“The food industry always benefits from capital flows in a downturn. Money flows out of risky assets into consumer staples. People still need to eat. Nevertheless, the COVID 19 induced economic downturn, which brought on a recession for the first time in decades in Australia has been no ordinary disruption. ”
One segment of the food industry received a tailwind,
Large Retail benefitted at first as people began to hoard and discovered home delivery, some for the first time.
A second segment ran into a serious headwind,
Food Service was decimated as hospitality venues, accommodation venues and restaurants were restricted or closed.
And then there were the take-away food and meal kit delivery companies enjoying unprecedented capital raises and year on year revenue increases. Two cases in point are Door Dash’s US restaurant delivery service raising $400m in Q2 and Marley Spoon’s meal kit service up 89% globally in the first half of 2020, with a doubling its customer base in Australia.

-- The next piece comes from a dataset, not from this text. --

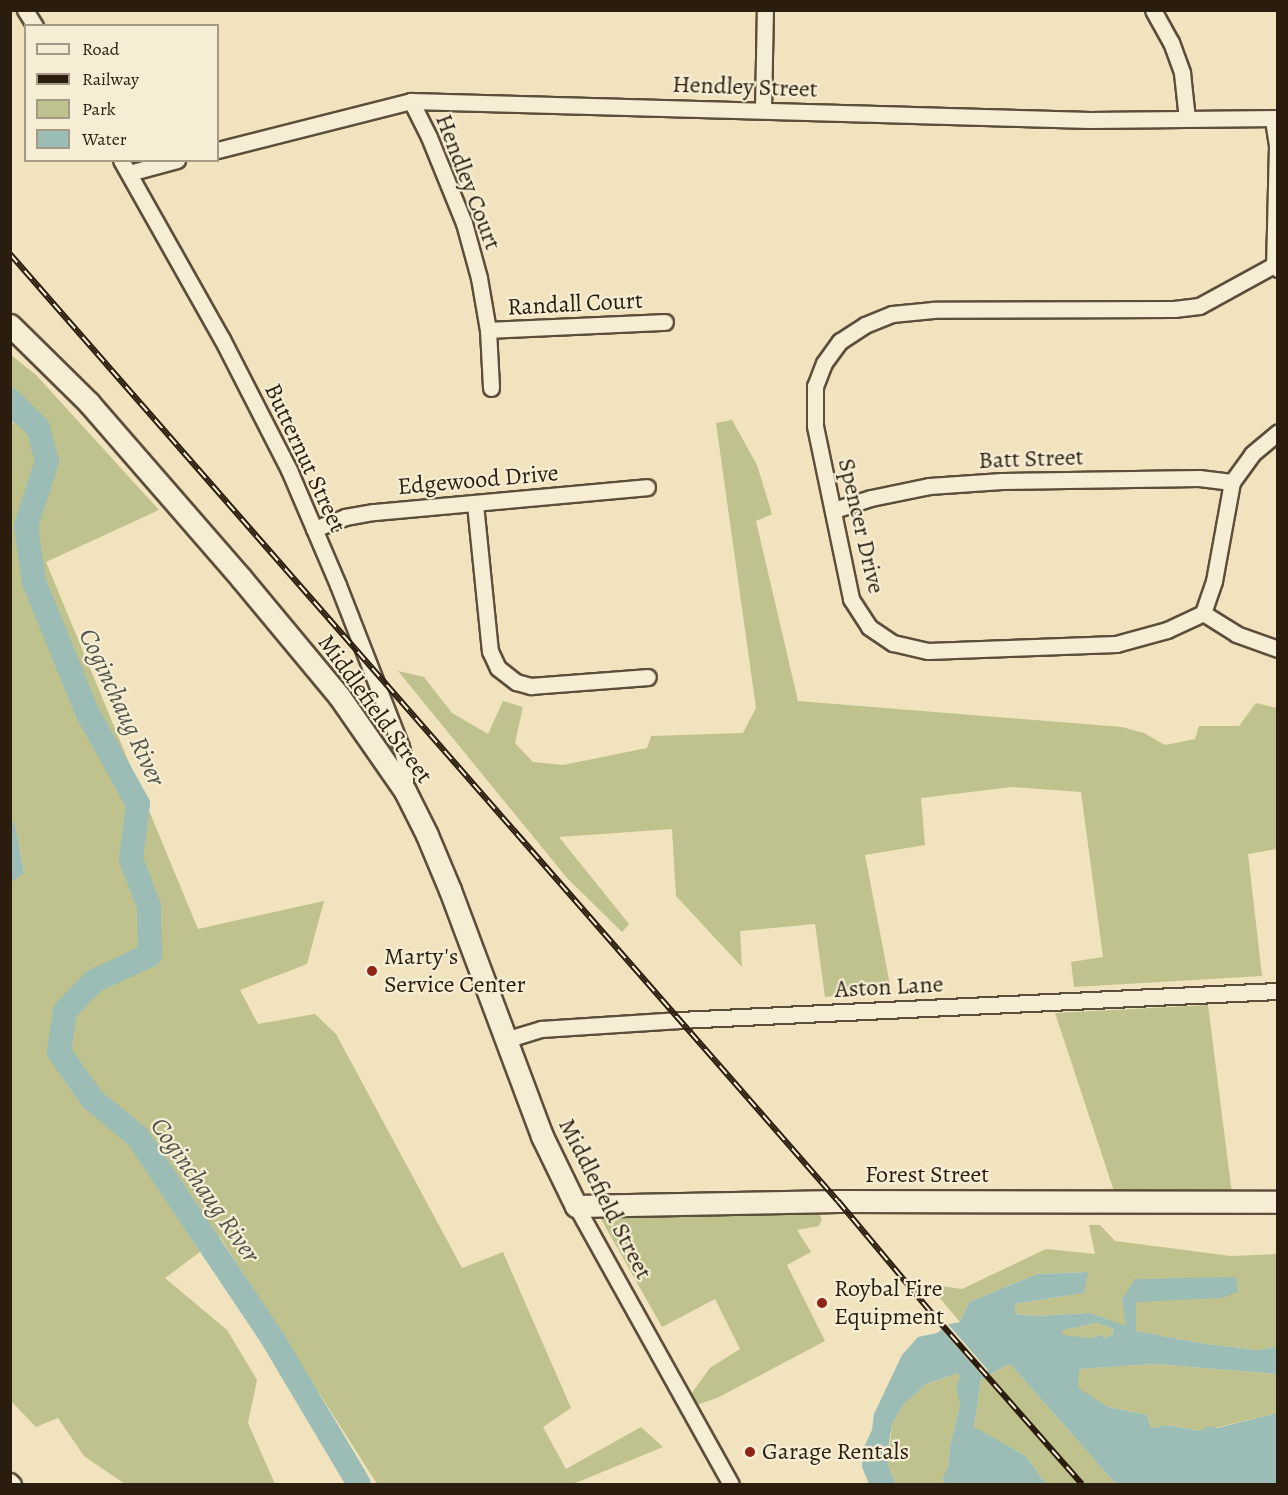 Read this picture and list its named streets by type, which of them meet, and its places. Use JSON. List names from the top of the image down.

So not all food businesses are created equal. The same goes for food tech investment, both locally and internationally. Globally, Foodtech VC investment in Q2 2020 was US$ 3.3 B, which was impressively the same as the two prior quarters combined (Q4 2019 US$1.7B, Q1 2020 US$1.6B) The median for pre-money valuations for early-round investments was US$45m year to date versus US$31.5 last year. Both angel/seed and Late-stage medians dipped. The top four sectors attracting investment by value were,
1. Meal kits and delivery (37.1%)
2. Alternative protein (22.6%)
3. E-commerce (13.0%)
4. Novel ingredients (10.7%)
No surprises there.
The plant-based movement continues to gather traction, and there is greater sophistication in the conversation around the sustainability of this momentum, that no longer ignores nutrition and taste as key foundations in ongoing success. The food industry does not have an excellent track record of responsible marketing – just take a look at a few of the unhealthy products in your cupboard and see if they say something like – a good source of fibre, low in fat, no added sugar, ‘lite’, baked not fried or high in protein. So we can expect the chemically rich, highly processed alternative meat products to enjoy their day in the sun for a while yet.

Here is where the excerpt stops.